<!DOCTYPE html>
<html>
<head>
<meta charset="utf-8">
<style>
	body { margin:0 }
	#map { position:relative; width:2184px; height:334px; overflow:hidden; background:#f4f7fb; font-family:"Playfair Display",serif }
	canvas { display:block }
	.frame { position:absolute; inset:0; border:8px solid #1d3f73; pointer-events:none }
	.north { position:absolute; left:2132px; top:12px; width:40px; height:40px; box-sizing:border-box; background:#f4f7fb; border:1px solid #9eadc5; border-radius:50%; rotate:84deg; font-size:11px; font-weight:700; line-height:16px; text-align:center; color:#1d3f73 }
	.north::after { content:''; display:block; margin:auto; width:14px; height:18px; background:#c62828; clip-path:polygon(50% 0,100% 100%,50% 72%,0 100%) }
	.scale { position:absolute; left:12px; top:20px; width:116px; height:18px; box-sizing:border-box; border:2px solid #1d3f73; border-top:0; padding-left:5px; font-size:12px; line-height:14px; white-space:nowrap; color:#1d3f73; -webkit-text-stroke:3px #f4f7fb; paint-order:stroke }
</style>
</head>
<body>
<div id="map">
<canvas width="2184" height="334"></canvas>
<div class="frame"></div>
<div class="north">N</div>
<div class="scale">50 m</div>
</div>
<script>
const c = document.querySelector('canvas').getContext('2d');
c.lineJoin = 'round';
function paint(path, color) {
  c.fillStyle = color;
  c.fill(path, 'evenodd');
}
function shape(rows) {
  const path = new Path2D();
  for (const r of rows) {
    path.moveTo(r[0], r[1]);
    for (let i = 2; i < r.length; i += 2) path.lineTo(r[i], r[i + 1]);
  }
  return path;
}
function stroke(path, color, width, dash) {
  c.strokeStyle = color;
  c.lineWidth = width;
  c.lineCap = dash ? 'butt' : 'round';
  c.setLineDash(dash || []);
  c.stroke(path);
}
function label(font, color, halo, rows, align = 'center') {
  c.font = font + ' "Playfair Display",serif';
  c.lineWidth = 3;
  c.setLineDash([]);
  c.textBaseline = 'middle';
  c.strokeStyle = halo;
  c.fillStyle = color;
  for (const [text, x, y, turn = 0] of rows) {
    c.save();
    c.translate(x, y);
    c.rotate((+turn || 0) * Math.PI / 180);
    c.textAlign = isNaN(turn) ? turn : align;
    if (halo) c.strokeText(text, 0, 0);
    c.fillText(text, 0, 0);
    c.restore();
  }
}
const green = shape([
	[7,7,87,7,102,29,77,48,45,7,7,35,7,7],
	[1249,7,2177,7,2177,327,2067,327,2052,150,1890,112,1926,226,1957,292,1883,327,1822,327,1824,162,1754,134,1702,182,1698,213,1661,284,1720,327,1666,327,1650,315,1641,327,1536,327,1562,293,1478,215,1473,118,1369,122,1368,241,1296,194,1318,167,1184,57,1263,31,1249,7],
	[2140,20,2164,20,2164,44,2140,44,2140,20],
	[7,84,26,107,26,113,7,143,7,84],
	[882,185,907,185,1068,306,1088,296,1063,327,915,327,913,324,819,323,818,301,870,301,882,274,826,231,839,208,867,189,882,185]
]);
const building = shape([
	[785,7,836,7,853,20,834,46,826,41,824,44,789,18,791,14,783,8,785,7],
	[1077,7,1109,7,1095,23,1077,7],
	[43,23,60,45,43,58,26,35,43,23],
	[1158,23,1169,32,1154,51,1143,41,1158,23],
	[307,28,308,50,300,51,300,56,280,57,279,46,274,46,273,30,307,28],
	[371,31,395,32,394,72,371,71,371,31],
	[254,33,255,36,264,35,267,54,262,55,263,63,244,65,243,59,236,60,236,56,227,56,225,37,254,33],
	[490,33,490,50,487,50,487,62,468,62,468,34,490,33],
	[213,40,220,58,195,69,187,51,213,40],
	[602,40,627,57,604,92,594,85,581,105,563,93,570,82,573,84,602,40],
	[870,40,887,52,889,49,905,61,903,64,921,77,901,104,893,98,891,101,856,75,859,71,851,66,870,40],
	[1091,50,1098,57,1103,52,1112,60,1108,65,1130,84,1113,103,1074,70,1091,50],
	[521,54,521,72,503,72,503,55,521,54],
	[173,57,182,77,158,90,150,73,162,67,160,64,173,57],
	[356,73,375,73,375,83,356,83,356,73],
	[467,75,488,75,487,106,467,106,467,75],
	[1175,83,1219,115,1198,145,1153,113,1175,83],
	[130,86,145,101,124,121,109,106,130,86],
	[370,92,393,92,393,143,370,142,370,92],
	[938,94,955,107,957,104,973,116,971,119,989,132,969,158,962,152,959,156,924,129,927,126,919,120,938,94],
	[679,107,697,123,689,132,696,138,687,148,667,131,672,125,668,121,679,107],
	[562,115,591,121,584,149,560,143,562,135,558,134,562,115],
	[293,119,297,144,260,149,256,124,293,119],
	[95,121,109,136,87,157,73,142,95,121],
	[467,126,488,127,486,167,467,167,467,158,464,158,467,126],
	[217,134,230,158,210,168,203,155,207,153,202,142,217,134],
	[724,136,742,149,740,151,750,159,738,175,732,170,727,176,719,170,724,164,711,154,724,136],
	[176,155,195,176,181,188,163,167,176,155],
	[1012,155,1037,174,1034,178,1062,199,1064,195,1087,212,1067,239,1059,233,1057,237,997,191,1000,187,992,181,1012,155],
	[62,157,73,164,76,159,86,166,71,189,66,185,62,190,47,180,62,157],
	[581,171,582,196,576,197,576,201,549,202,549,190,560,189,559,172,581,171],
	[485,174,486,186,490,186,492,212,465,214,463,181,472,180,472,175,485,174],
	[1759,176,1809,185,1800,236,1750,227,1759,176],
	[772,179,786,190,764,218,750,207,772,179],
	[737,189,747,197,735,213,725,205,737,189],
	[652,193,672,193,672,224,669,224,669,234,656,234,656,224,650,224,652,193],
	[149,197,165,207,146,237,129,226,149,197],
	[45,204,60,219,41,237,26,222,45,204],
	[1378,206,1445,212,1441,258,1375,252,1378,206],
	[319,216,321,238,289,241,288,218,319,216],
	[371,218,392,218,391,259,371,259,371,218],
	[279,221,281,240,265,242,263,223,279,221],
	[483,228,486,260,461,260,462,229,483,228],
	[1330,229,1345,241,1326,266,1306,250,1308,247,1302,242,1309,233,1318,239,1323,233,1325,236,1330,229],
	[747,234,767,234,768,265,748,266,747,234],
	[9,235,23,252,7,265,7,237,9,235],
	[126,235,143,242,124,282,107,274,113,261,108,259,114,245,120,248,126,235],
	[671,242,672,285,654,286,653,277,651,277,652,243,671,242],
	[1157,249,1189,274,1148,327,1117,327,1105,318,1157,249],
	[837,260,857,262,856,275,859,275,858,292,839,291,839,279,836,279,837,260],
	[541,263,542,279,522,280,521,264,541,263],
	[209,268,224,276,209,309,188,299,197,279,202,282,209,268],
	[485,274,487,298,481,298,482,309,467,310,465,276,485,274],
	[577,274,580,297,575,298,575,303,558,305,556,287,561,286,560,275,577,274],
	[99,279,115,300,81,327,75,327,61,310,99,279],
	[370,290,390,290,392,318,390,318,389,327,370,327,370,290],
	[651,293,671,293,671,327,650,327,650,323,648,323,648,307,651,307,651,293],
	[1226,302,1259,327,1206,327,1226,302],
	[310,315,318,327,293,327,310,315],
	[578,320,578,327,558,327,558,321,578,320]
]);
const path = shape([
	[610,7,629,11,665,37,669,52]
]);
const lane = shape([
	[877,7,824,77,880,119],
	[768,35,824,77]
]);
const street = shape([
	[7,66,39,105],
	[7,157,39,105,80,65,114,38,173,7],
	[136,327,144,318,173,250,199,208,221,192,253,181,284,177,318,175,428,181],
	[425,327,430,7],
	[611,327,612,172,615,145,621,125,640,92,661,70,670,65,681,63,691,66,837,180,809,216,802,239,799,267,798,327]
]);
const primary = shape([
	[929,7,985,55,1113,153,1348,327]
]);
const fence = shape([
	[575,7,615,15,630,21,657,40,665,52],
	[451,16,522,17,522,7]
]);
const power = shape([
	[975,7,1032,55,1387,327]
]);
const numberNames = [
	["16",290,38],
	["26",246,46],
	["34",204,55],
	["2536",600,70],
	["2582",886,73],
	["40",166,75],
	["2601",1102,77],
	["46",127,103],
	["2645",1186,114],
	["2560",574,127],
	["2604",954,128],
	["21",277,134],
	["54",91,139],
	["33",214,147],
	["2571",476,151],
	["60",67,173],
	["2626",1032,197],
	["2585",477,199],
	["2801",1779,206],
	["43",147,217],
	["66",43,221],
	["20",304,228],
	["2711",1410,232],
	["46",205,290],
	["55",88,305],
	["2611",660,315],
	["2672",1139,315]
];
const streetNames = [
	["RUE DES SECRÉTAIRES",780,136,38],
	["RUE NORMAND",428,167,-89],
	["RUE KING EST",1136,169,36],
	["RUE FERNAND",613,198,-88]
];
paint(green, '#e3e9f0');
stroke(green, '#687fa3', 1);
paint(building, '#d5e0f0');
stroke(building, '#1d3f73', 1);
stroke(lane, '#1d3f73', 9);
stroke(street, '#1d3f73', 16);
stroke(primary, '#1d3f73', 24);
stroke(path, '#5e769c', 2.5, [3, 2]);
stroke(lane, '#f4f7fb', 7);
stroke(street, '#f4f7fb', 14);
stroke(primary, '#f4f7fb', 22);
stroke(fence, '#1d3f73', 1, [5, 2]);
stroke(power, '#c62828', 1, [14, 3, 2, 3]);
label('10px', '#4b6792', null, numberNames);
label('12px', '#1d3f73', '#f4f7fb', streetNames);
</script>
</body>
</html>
= = = = = = =
Instructions for the task:
Using the records above, filter out every line that lacks the string "rows" and copy the rest.

Answer section:
function shape(rows) {
  for (const r of rows) {
function label(font, color, halo, rows, align = 'center') {
  for (const [text, x, y, turn = 0] of rows) {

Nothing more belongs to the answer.